**WORK REQUEST**
Every line of the data below that holds the string "fabs" needs to be reported.
Segment Start: PROVIDED MATERIAL
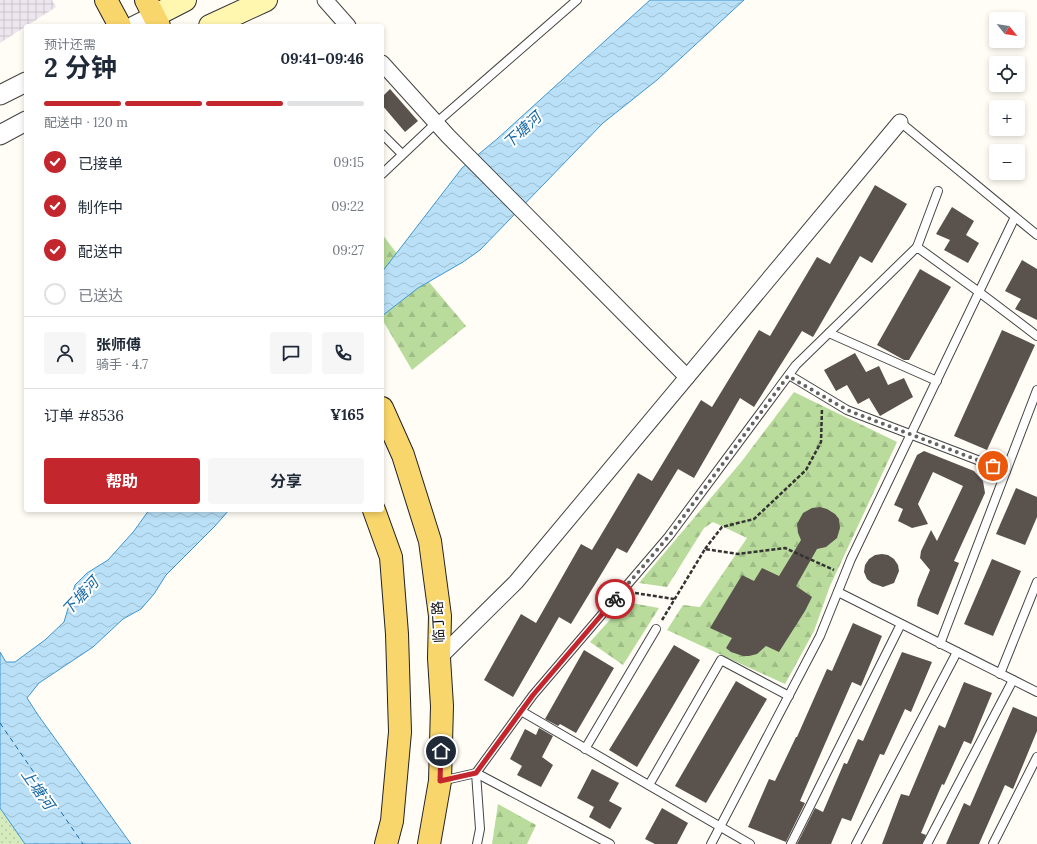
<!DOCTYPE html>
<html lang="zh">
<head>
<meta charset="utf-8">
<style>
	body { margin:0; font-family:Lora,"Noto Sans SC",serif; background:#f6f6f7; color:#1f2937; height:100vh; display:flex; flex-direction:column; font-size:15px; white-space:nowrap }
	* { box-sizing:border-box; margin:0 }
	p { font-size:13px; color:#747a83 }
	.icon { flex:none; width:22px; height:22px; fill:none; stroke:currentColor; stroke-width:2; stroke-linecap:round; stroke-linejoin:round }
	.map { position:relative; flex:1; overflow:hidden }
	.side { position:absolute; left:24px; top:24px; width:360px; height:488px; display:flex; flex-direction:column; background:#fff; border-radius:4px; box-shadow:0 2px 6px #0003 }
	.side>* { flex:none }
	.needle { width:26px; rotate:120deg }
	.fabs { position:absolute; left:989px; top:12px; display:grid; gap:8px }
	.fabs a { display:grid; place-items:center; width:36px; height:36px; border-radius:4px; background:#fff; box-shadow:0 2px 6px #0003; font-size:20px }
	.pin { position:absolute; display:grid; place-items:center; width:34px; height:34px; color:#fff; margin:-17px; border:2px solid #fff; border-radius:50%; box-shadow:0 1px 4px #0007 }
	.courier { position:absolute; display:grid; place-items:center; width:40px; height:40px; margin:-20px; border:3px solid #c4262e; border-radius:50%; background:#fff; color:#222; box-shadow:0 1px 5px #0007 }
	.headline em { font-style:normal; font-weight:700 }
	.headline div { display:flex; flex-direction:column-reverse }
	.headline { display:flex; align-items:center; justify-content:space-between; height:68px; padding:0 20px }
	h1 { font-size:26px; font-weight:700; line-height:30px }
	.bar { display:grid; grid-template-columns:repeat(4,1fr); gap:6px 4px; align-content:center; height:48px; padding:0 20px }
	.bar i { height:5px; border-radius:3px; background:#e0e1e3 }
	.bar .current { background:#c4262e }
	.bar p { grid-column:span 4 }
	.line { display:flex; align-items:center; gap:10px; padding:0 20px; border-top:1px solid #e0e1e3 }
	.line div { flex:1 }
	.round { display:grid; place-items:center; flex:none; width:42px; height:42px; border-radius:4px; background:#f6f6f7 }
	ol { padding:0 20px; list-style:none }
	li { display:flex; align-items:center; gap:12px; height:44px }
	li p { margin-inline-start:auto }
	li .icon { padding:4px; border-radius:50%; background:#c4262e; color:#fff; stroke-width:4 }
	li:last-child { color:#747a83 }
	li i { width:22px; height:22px; border:2px solid #e0e1e3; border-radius:50% }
	.button { display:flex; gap:8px; margin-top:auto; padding:8px 20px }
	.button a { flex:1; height:46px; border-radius:4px; background:#c4262e; color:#fff; font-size:16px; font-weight:700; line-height:46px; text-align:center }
	.button a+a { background:#f6f6f7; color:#1f2937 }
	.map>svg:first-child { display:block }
	.industrial { fill:url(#industrial-grid) }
	.forest { fill:url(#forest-firs) }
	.park { fill:url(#park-dots) }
	.water { fill:url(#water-waves); stroke:#3f96cf }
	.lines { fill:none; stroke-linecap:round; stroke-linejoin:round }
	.ferry { stroke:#1768a6; stroke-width:1; stroke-dasharray:5 4; stroke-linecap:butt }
	.building { fill:#5a524d }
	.service-casing { stroke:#444; stroke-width:10 }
	.minor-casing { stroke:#444; stroke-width:17 }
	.tertiary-casing { stroke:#444; stroke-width:21 }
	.secondary-casing { stroke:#333; stroke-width:24 }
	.primary-casing { stroke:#222; stroke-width:24 }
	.path { stroke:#333; stroke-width:2.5; stroke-dasharray:4 2; stroke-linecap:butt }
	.service { stroke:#fff; stroke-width:8 }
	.minor { stroke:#fff; stroke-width:15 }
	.tertiary { stroke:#fff; stroke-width:19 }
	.secondary { stroke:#fff6b0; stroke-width:22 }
	.primary { stroke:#f9d66b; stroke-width:22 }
	.done { stroke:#646461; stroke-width:4; stroke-dasharray:0 7.2 }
	.route { stroke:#c4262e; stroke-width:5 }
	.labels { text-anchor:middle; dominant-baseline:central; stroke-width:4; stroke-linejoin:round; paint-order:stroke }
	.street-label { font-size:14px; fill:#111; stroke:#fff }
	.water-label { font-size:15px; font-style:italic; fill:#1768a6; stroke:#fff }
</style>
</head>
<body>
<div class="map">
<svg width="1037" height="844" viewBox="0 0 1037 844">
	<defs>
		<pattern id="industrial-grid" width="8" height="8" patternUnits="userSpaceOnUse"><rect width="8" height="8" fill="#eee6ef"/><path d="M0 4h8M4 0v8" fill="none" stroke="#cbc4cc"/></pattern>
		<pattern id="forest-firs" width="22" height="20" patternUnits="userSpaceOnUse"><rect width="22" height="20" fill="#b9dc9c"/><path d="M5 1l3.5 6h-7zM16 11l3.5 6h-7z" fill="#9ebc85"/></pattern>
		<pattern id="park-dots" width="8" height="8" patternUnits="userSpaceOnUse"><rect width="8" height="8" fill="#d5ebbd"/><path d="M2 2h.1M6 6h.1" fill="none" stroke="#b6c8a1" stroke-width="1.8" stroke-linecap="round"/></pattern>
		<pattern id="water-waves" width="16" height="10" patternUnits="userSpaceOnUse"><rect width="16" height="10" fill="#b9e0f7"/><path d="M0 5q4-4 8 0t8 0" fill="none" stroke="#9ebfd3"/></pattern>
	</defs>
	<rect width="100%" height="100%" fill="#fffdf5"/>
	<!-- industrial -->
	<polygon class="industrial" points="0,0 52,0 56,7 0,43"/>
	<!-- forest -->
	<g class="forest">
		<polygon points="382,234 398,255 382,271"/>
		<polygon points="423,275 466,326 412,370 382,319 382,316"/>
		<polygon points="794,392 897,442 830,586 814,631 785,684 667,630 683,605 700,607 747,538 713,522 704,528 667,587 639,583 742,461"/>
		<polygon points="626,602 659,608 623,665 590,642"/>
		<polygon points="498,804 536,825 527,844 492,844"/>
	</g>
	<!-- park -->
	<polygon class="park" points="0,808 25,844 0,844"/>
	<!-- water -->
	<g class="water">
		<polygon points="650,0 744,0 657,80 603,123 480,250 463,262 418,288 382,316 382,272 462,168 497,139"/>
		<polygon points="149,510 229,510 215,526 166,575 154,594 141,609 123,619 93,647 39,683 27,698 38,715 131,844 25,844 0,808 0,652 6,662 15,662 45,640 64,622 75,585 87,573 108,560 134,531"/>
	</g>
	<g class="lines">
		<!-- ferry -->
		<polyline class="ferry" points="0,723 83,844"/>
	</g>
	<!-- building -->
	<g class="building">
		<polygon points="390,89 418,121 405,132 382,105 382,97"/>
		<polygon points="875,185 907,204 872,263 860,256 813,337 802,331 754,407 740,398 694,478 678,469 627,553 617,548 571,624 559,617 513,697 484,680 521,614 536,623 581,544 592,550 638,473 652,481 701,400 712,407 759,330 770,336 817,257 830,264"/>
		<polygon points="952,207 974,221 966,235 979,243 968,263 944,250 950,240 936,234"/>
		<polygon points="1022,260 1037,269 1037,320 1015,309 1021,299 1005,291"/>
		<polygon points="920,269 951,287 909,360 904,360 877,345"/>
		<polygon points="1002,330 1035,345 987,450 954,436"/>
		<polygon points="855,353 866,372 879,366 888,385 904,378 913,397 880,416 869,398 858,404 847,385 836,391 824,370"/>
		<polygon points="924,451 974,471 983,481 985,493 954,561 959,563 938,615 917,606 918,599 930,570 920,558 921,551 931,530 937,541 963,486 933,472 918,504 928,524 912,528 898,521 903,509 894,505 917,455"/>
		<polygon points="1016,488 1037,497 1037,517 1025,545 996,534"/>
		<polygon points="820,507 827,509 835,514 839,519 840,528 837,538 826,547 817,549 796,586 812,597 805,611 779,652 766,646 757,654 749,656 743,656 731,652 726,648 732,638 710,628 742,575 754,581 762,568 779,576 801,540 798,533 797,524 803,513 812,508"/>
		<polygon points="882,554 888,555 894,559 898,565 899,571 894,583 883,587 872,583 867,579 864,572 865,565 869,559 875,555"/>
		<polygon points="992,559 1021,571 993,636 964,624"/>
		<polygon points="853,623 882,636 861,686 852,682 800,801 805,803 786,842 748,827 769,779 775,781 796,737 797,737 827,669 832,671"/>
		<polygon points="674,645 700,660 637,767 609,750"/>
		<polygon points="584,650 614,668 576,733 560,724 558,726 545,719"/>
		<polygon points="902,652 932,662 911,712 905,709 884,755 880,754 851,821 842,818 831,844 797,844 815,808 823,812 844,763 847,764 858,739 863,741"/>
		<polygon points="736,681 767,699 706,803 675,786"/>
		<polygon points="964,682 992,693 971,744 964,741 944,785 942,784 921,833 926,835 922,844 882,844 901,794 909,796 939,725 945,728"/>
		<polygon points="1013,707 1037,717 1037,731 1013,789 1005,785 979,844 946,844 964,803 970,806"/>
		<polygon points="539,728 553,736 542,757 553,765 541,787 517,775 522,766 510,759 525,729 536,735"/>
		<polygon points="592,769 619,783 609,801 622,808 610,829 589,817 594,807 577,798"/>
		<polygon points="662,808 688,823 677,844 655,844 645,839"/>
	</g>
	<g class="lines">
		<!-- service casing -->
		<g class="service-casing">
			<g id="service">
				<polyline points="900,122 1037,235"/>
				<polyline points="382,134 402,154"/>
				<polyline points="382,174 436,123 577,0"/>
				<polyline points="917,247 938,191"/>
				<polyline points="829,333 937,381"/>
				<polyline points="789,375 847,410 1006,471"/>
				<polyline points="838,592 1037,692"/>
				<polyline points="940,644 1037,390"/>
				<polyline points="1000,674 1037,582"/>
				<polyline points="521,711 750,844"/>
				<polyline points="585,749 656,629"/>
				<polyline points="441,781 476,773 610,844"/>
				<polyline points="649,785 721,660 789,696"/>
				<polyline points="477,844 480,829 476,773 533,695 669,536 796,365 917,247 979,292 1037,336"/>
				<polyline points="711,844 820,636 851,559 1015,217"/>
				<polyline points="791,844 901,624"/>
				<polyline points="856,844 957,652"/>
				<polyline points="927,844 1013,680"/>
				<polyline points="993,844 1037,757"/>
			</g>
		</g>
		<!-- minor casing -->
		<g class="minor-casing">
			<g id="minor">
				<polyline points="325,0 348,26"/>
				<polyline points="382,63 448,136 687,377"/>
				<polyline points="439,658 516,582 900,122"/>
			</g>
		</g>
		<!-- tertiary casing -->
		<g class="tertiary-casing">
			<g id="tertiary">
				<polyline points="134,26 154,16"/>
				<polyline points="0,95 26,82"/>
				<polyline points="0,135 26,121"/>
			</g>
		</g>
		<!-- secondary casing -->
		<g class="secondary-casing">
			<g id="secondary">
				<polyline points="154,16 185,0"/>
				<polyline points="210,26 266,0"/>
			</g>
		</g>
		<!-- primary casing -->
		<g class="primary-casing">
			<g id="primary">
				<polyline points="106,0 120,26"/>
				<polyline points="146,0 159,26"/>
				<polyline points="382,408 403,455 430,541 440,616 439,658 442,706 440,781 429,844"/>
				<polyline points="374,510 391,557 397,634 400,732 392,821 386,844"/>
			</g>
		</g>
		<!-- path -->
		<g class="path">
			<polyline points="705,549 722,527 754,519 806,470 821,442 822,408"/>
			<polyline points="635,593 674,599"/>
			<polyline points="662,620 705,549 738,554 785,548 834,570"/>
		</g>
		<!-- service -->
		<use href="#service" class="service"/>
		<!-- minor -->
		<use href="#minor" class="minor"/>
		<!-- tertiary -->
		<use href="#tertiary" class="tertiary"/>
		<!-- secondary -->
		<use href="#secondary" class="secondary"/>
		<!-- primary -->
		<use href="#primary" class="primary"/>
	</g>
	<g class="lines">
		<!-- done -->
		<polyline class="done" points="615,599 669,536 788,376 847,410 993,466"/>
		<!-- route -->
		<polyline class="route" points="441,751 440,781 476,773 533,695 615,599"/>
	</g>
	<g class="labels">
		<!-- street labels -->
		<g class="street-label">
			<text transform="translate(438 622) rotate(-93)">临丁路</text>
		</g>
		<!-- water labels -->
		<g class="water-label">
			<text transform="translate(522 130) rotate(-43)">下塘河</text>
			<text transform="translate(80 596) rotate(-47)">下塘河</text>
			<text transform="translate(38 789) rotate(55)">上塘河</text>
		</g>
	</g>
</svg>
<div class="fabs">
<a><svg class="needle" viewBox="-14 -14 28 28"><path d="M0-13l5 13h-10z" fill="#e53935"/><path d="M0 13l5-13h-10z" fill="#747a83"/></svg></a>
<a><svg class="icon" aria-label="locate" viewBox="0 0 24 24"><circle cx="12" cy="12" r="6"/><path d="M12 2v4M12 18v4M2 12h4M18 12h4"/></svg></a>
<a>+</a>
<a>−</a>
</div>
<div class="pin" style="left:993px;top:466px;background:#ea580c"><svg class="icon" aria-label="bag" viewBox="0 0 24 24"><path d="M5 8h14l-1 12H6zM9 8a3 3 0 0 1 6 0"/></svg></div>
<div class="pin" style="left:441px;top:751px;background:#1f2937"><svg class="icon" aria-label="home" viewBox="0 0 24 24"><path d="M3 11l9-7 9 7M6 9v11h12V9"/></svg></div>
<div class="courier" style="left:615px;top:599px"><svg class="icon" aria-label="bike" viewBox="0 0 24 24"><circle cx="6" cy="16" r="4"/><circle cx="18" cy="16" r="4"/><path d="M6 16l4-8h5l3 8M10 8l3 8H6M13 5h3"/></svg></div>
<section class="side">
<div class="headline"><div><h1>2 分钟</h1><p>预计还需</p></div><em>09:41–09:46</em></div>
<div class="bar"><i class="current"></i><i class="current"></i><i class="current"></i><i></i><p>配送中 · 120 m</p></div>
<ol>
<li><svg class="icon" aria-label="check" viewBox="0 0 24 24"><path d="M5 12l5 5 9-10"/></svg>已接单<p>09:15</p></li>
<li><svg class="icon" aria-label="check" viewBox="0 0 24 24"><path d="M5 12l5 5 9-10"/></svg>制作中<p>09:22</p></li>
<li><svg class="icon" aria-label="check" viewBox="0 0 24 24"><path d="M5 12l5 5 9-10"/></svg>配送中<p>09:27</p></li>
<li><i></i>已送达</li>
</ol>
<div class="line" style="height:72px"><a class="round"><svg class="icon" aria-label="person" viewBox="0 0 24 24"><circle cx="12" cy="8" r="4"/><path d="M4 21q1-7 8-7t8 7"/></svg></a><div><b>张师傅</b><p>骑手 · 4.7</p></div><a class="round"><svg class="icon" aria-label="chat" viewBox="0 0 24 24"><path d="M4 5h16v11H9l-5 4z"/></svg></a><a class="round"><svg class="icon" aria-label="phone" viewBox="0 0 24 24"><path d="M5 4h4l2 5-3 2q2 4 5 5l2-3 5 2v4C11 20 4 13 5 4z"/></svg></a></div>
<div class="line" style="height:52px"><div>订单 #8536</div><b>¥165</b></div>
<div class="button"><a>帮助</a><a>分享</a></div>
</section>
</div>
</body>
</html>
Segment End: PROVIDED MATERIAL
**SOLUTION FOR THIS PROBLEM**
	.fabs { position:absolute; left:989px; top:12px; display:grid; gap:8px }
	.fabs a { display:grid; place-items:center; width:36px; height:36px; border-radius:4px; background:#fff; box-shadow:0 2px 6px #0003; font-size:20px }
<div class="fabs">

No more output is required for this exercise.